Do experts have to be right?

Philip Morgan

Some of them should be.

(Audio version of this email: /the-consulting-pipeline-podcast-all-episodes/cpp-132-do-experts-have-to-be-right)

When I rode a small bus from Creel to Batopilas at the bottom of the Copper Canyon in Mexico, the bus driver crossed himself before the scary turns. Most of the turns were scary switchback hairpin turns. (These videos will give you a sense of it: https://youtu.be/YSa6YwacI3I and https://youtu.be/WRrX6MCG32w)

In a similar way, I say a small prayer to the expertise of those who have designed crazy bridges before I cross them. The Golden Gate. The Huey Long bridge. Those experts need to have been right in a really objective, serious way.

However, there are other ways that experts can be right. There's not one universal context in which expertise can be applied, and as a result there are different criteria for what counts as "right".

Depending on the context, being "right" as an expert could be:

1: Asking the right questions.

2: Generating relative improvement through being right in general about a better way of doing things.

3: Being exactly right about a diagnosis, but sorta-right about the prescription. Or diagnosing well, and having useful first steps for the self-applied prescription.

4: Being right about the direction to move in, but fuzzy about how to get all the way there.
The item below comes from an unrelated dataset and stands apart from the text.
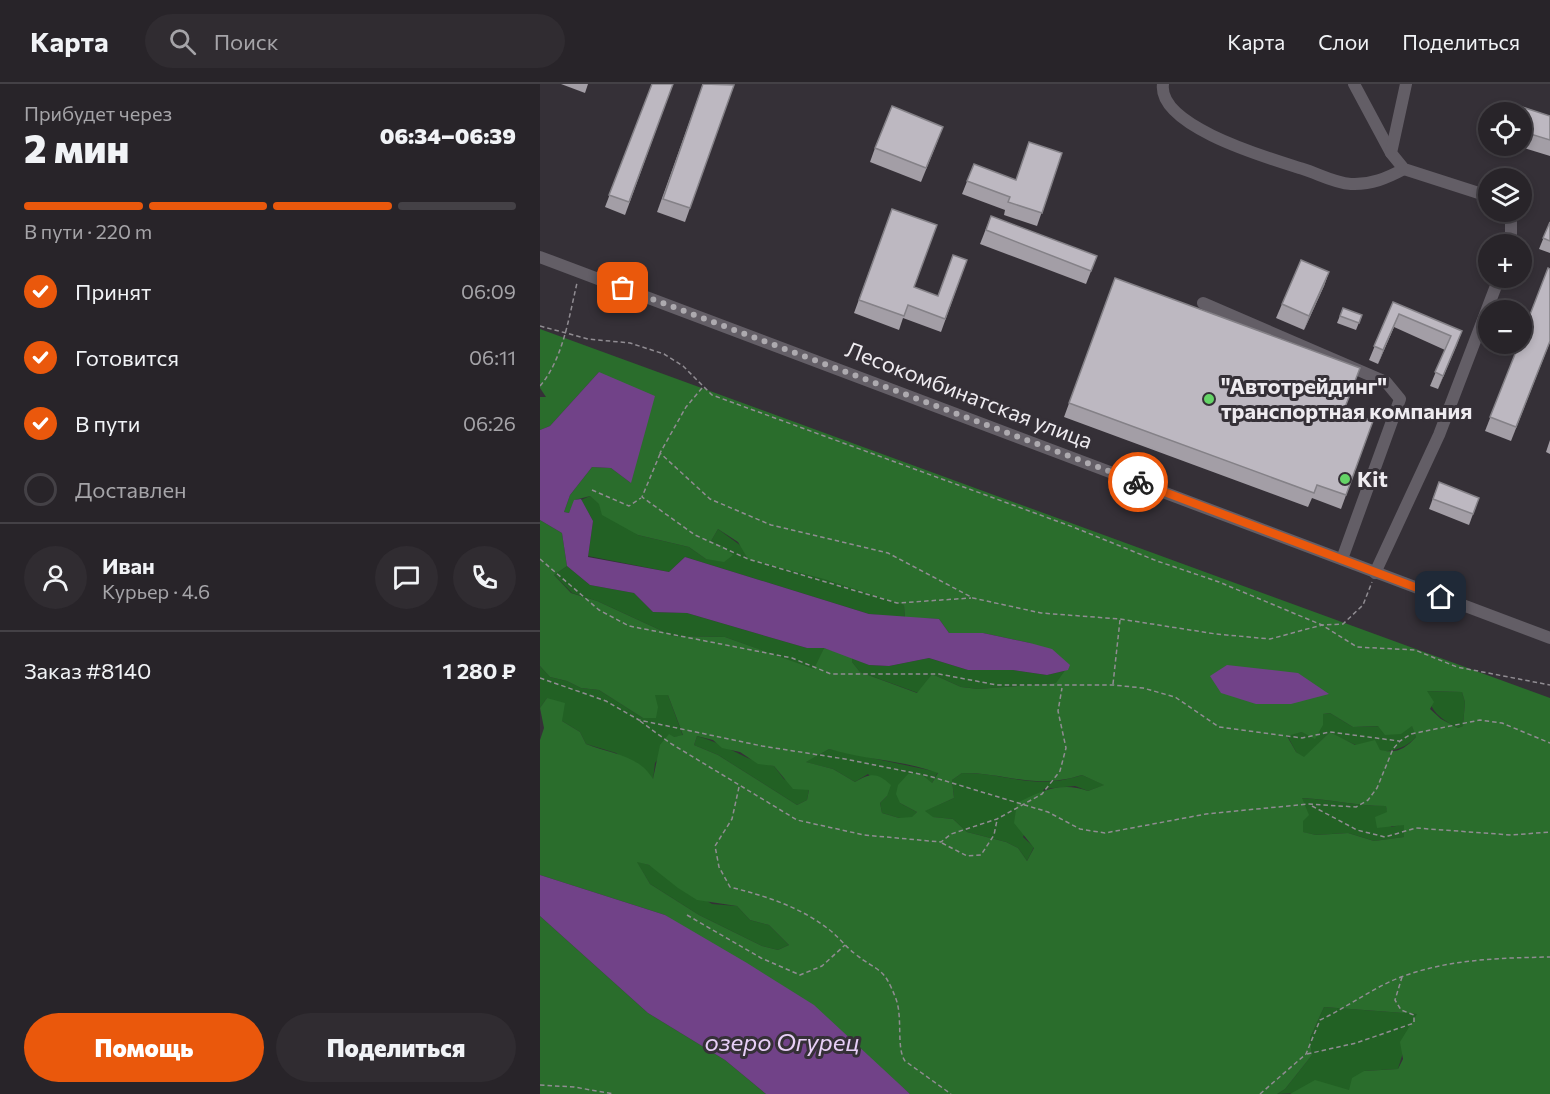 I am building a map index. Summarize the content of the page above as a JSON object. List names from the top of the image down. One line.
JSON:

5: Serving as a "tour guide" but not a navigator -- having a rich and nuanced understanding of a domain but not prescribing an exact path through that domain.

6: Providing a useful method or framework for navigating complexity.

This might be a sort of "big tent" view of expertise and rightness.

The archetypical story of the value of expertise, according to the delightful Quote Investigator site, comes from this 1908 story in “The Journal of the Society of Estate Clerks of Works” of Winchester, England:

===

A MORAL WITH AN ENDING.

He was the best machinist in the district, and it was for that reason that the manager had overlooked his private delinquencies. But at last even his patience was exhausted, and he was told to go, and another man reigned in his stead at the end of the room.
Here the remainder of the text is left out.